## PROMPT
What lines in the records below contain the string "کیان"? Copy every one.

## RECORD EXCERPTS
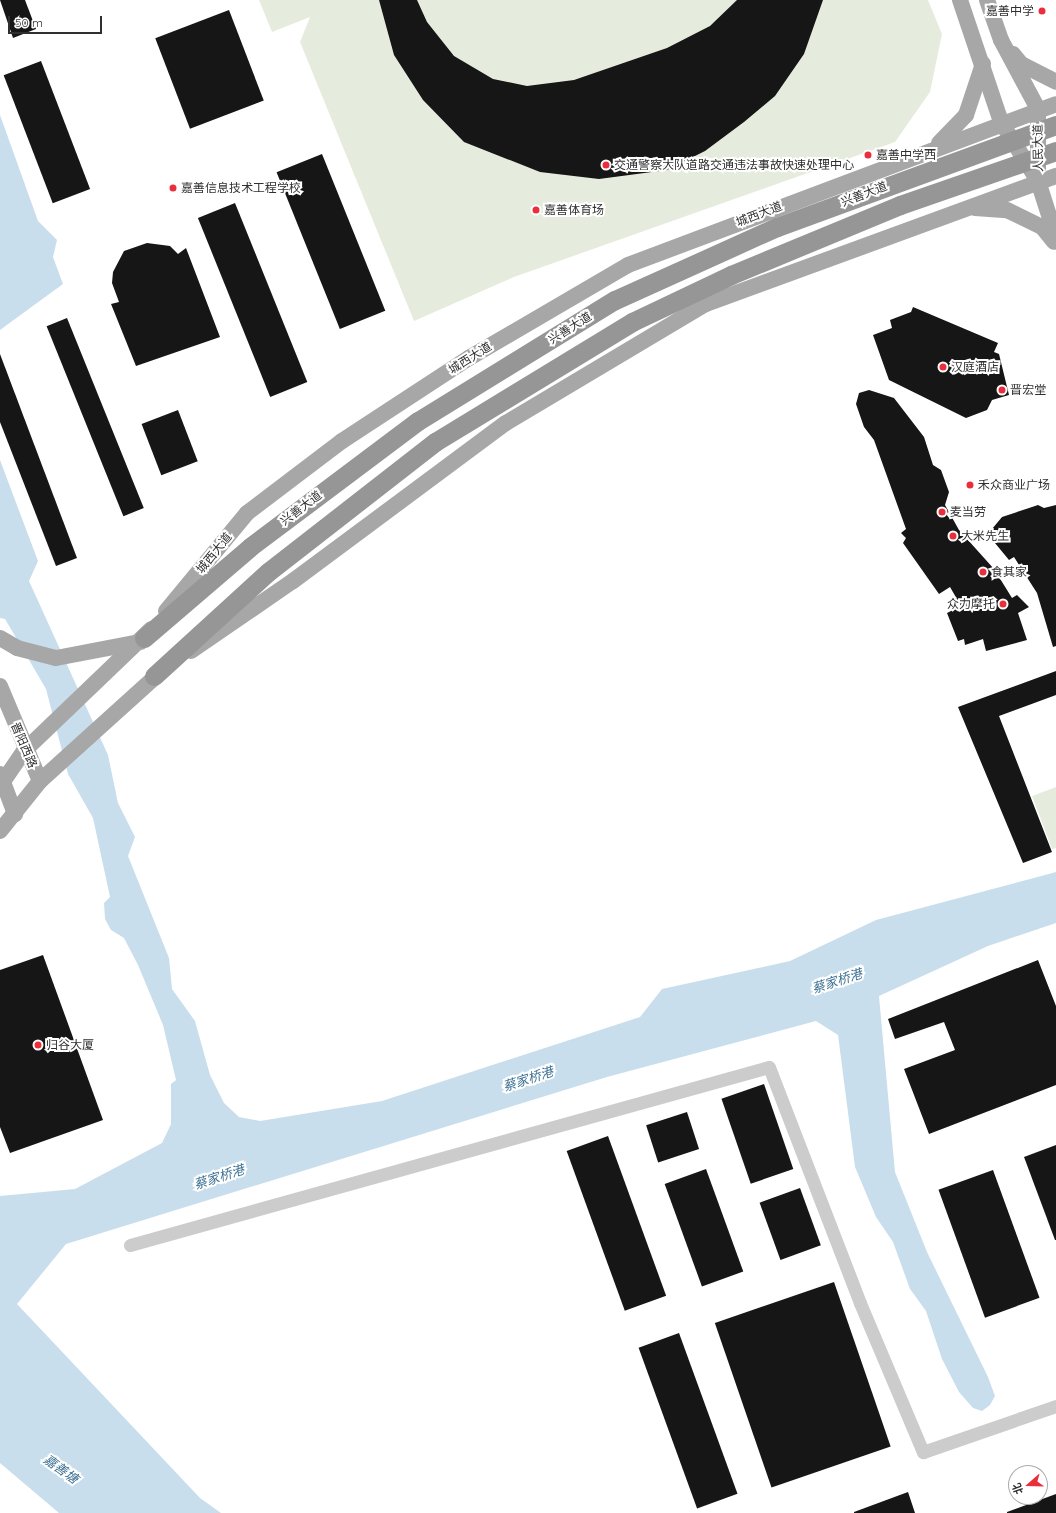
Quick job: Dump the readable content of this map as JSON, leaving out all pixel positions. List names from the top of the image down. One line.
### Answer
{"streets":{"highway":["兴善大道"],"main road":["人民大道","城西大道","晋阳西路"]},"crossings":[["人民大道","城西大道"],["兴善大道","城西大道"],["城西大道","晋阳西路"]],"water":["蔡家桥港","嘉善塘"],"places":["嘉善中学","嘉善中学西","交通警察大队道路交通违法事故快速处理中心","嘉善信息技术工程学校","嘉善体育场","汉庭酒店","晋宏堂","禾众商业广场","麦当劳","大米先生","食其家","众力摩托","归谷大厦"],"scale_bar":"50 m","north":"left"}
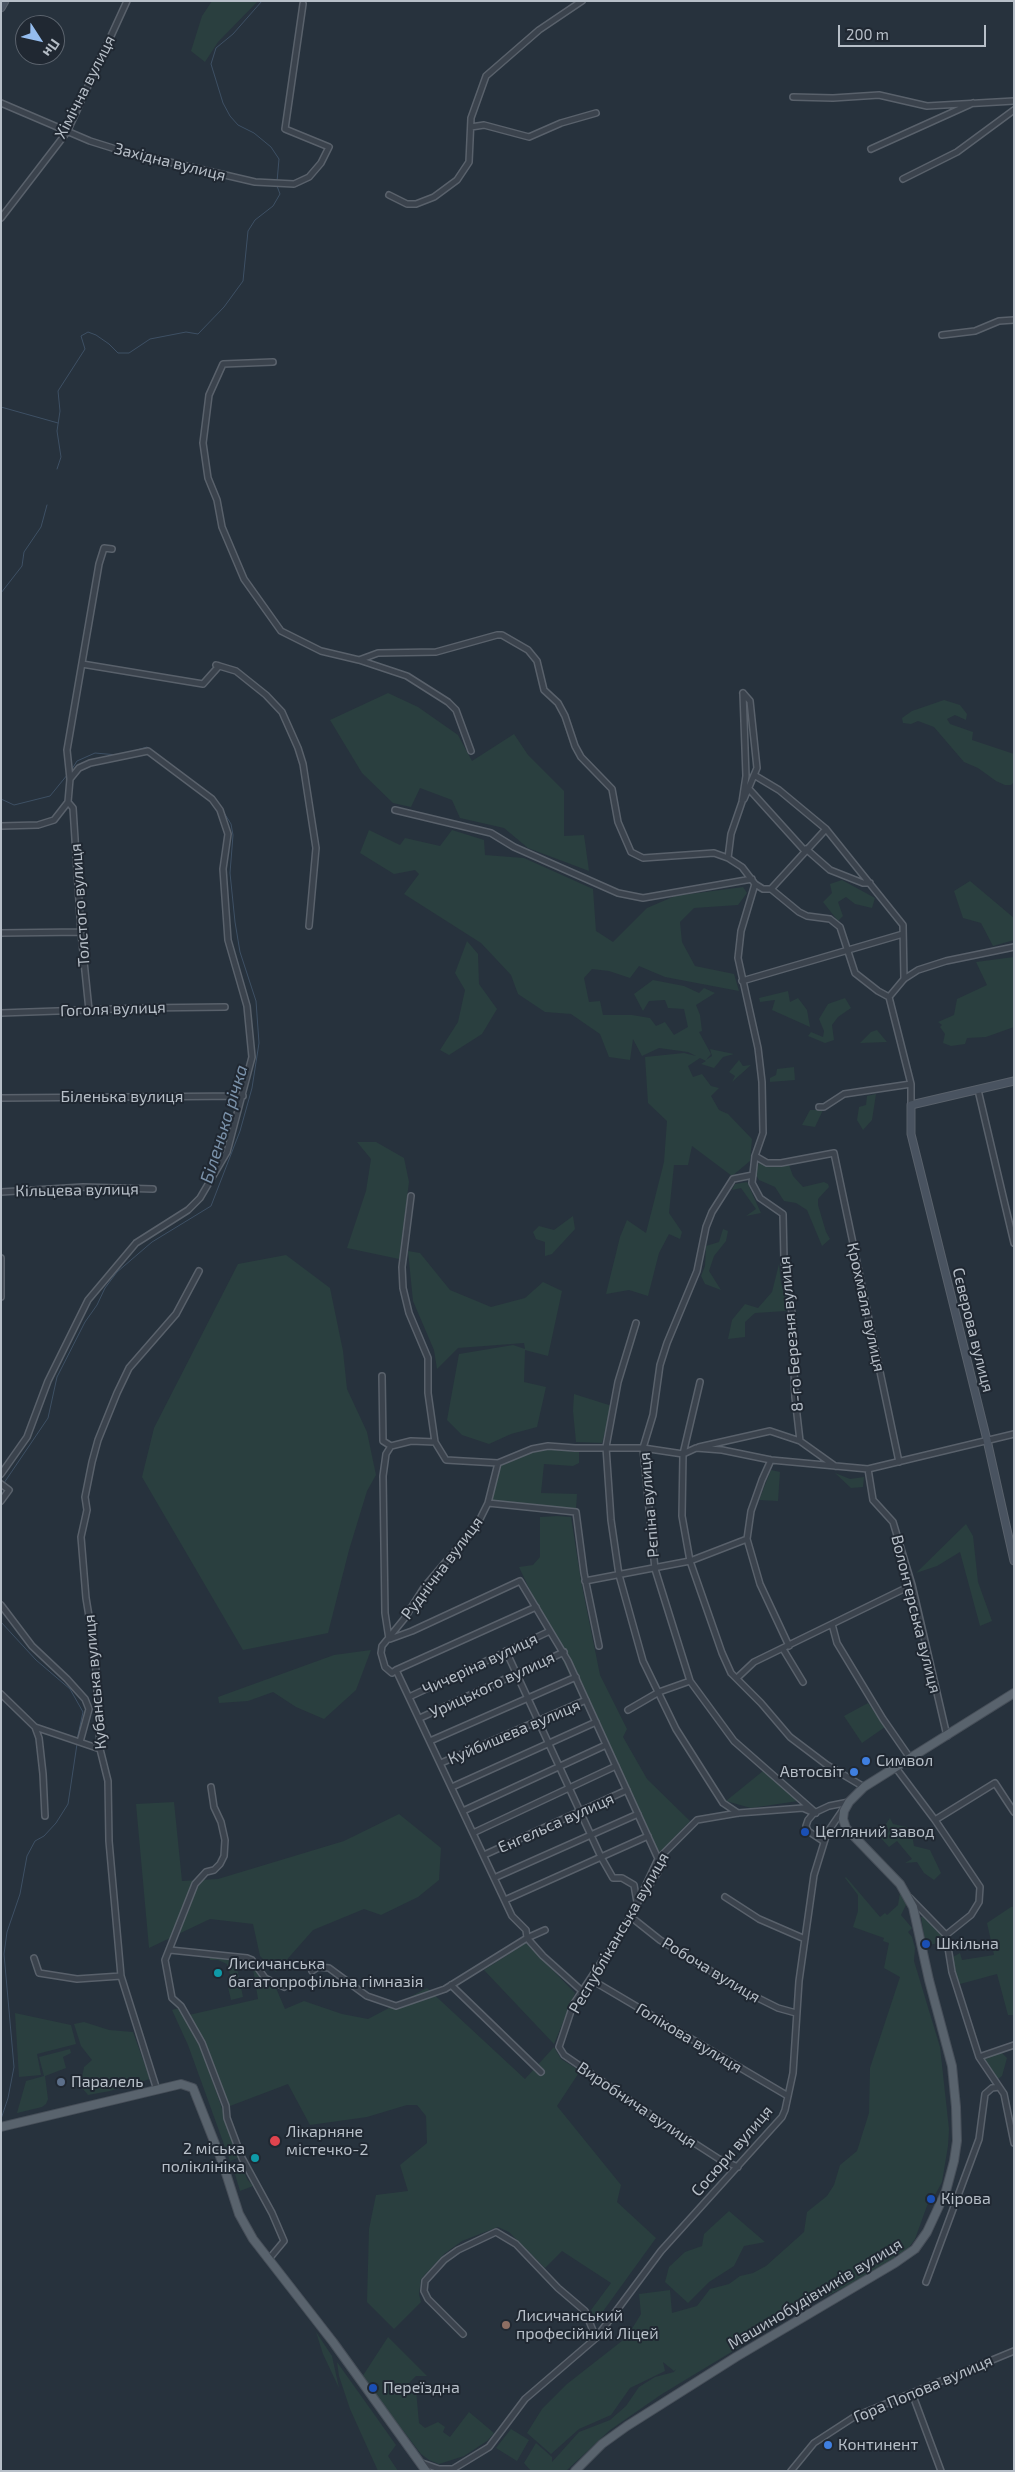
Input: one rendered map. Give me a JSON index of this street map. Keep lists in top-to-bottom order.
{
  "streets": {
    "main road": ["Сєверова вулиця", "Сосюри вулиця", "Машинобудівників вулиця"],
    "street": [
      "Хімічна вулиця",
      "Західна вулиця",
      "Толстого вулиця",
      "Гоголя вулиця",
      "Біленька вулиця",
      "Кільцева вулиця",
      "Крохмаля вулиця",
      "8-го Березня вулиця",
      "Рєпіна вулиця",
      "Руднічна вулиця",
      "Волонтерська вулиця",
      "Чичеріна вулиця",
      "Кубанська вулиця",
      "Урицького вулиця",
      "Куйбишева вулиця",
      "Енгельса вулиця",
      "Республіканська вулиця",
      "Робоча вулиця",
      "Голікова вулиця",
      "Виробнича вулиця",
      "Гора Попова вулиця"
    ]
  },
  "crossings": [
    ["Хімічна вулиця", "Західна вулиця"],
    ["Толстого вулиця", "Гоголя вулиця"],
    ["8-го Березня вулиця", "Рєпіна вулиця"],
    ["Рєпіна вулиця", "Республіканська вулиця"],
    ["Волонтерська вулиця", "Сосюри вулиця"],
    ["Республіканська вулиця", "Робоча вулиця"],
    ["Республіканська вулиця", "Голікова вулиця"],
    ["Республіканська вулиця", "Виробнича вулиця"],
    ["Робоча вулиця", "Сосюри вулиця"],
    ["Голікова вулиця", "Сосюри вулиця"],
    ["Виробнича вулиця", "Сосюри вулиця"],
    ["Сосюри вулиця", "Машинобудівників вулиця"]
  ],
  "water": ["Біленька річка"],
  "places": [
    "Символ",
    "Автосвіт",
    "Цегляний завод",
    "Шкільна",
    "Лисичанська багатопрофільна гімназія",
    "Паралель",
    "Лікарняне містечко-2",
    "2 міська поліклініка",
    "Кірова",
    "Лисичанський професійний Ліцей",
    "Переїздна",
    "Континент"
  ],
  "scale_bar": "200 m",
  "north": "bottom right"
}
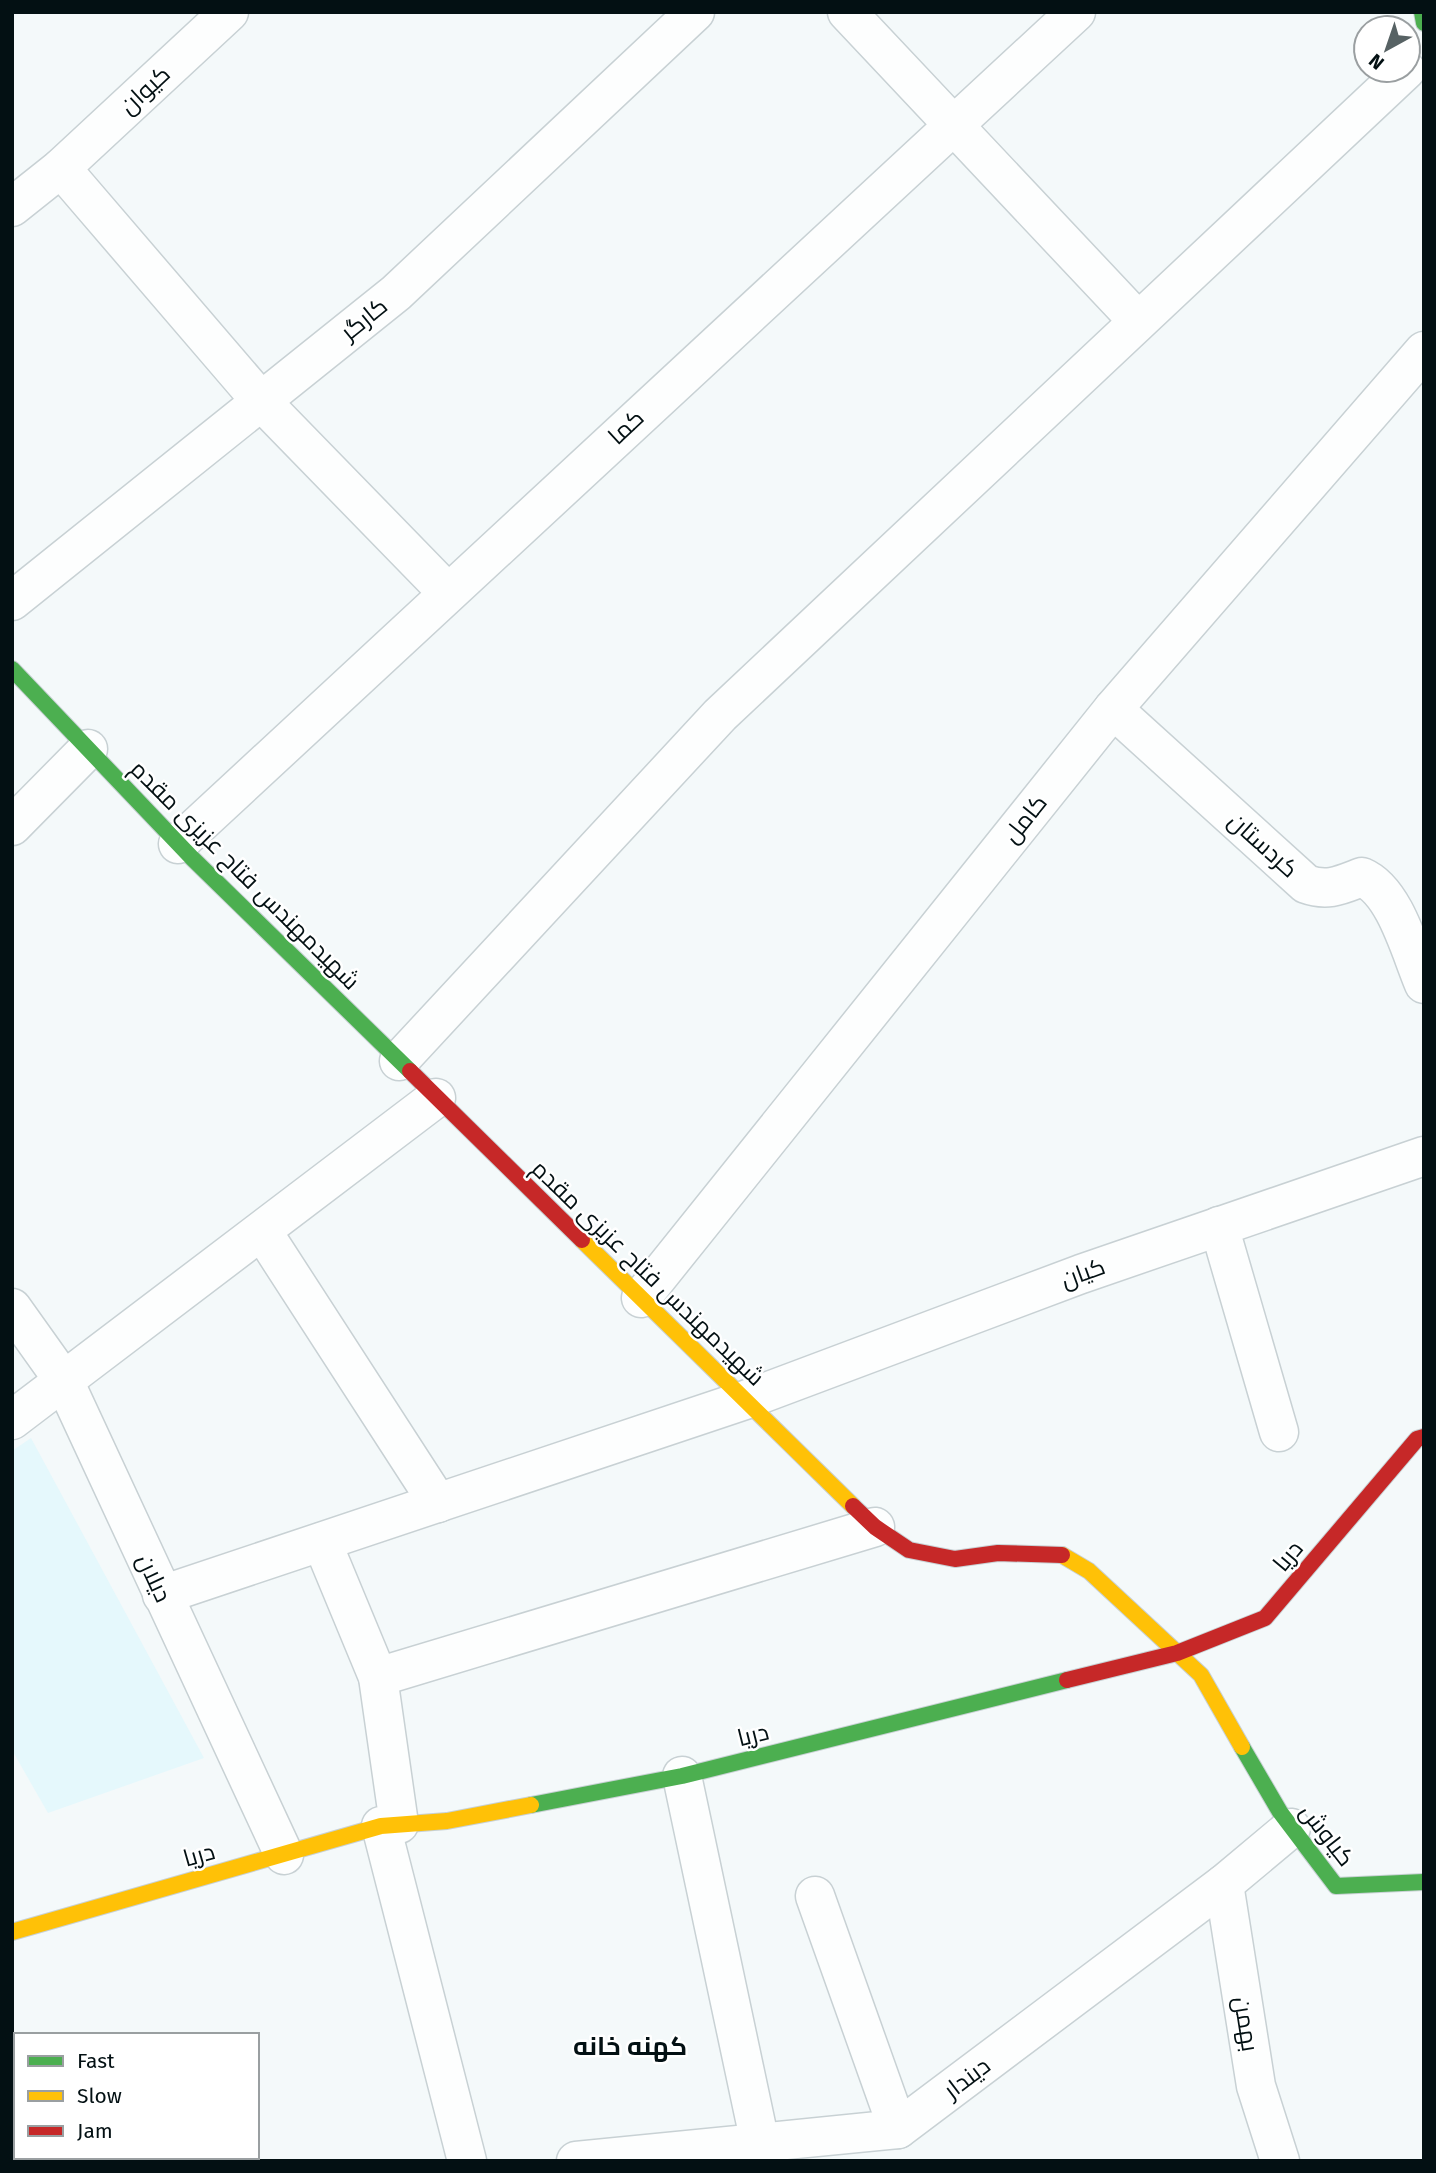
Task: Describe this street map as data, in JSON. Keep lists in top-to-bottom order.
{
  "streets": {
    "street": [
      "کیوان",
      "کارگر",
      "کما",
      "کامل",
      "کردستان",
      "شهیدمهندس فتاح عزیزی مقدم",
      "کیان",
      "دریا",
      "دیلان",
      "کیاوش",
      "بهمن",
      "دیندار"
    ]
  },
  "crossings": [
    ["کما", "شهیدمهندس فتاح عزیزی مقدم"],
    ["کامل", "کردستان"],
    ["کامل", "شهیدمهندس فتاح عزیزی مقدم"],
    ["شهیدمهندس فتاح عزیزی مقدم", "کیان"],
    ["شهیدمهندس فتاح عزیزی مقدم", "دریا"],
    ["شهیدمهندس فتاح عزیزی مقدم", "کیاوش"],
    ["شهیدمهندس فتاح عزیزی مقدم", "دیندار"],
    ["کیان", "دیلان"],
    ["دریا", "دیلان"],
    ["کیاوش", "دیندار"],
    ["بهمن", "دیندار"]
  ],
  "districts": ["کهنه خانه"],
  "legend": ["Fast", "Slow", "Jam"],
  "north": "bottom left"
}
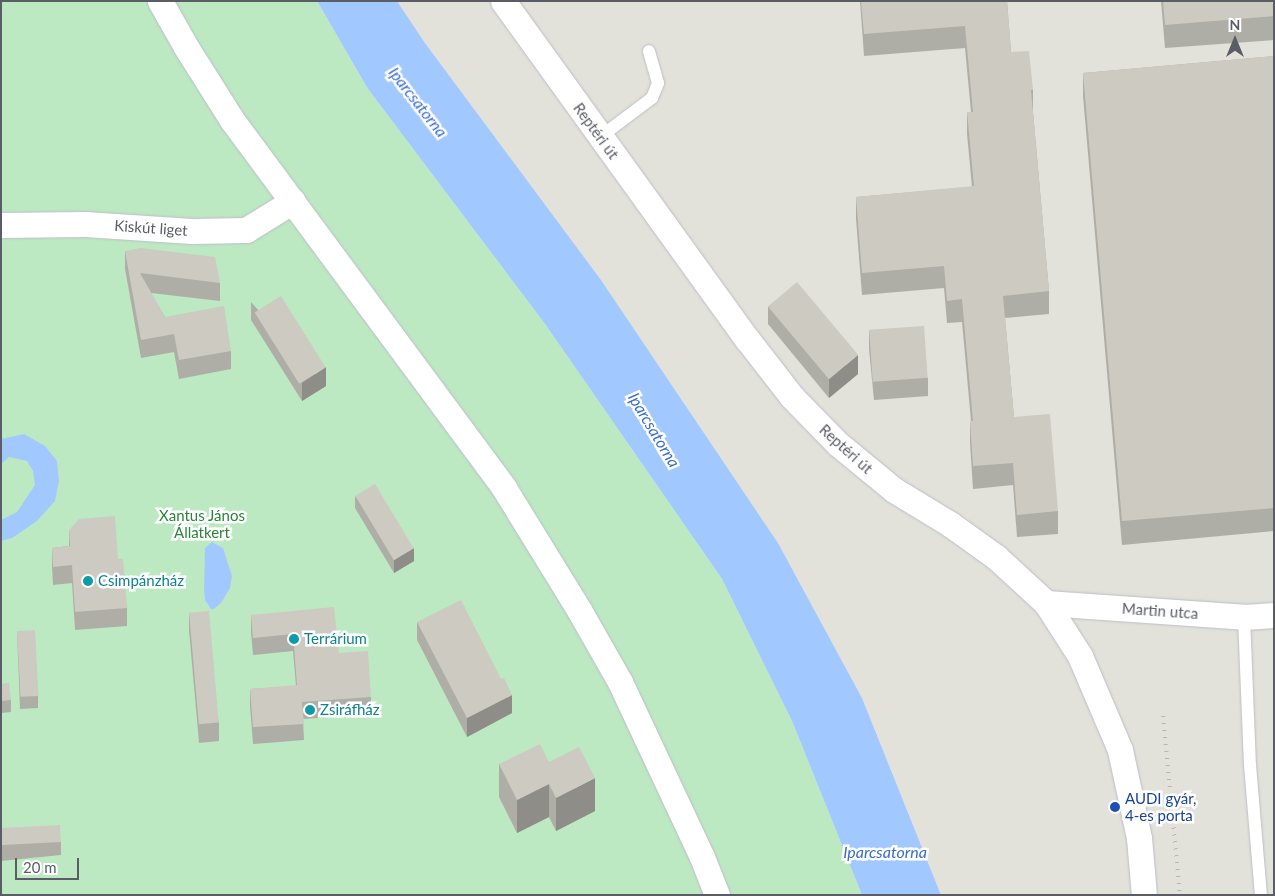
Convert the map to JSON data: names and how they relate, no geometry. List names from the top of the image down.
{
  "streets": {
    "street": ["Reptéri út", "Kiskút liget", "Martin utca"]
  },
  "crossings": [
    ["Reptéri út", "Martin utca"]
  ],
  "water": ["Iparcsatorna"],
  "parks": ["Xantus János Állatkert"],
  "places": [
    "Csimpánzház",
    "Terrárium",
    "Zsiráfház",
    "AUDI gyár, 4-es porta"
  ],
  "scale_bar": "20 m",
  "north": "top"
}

## ANSWER
      "کیان",
    ["شهیدمهندس فتاح عزیزی مقدم", "کیان"],
    ["کیان", "دیلان"],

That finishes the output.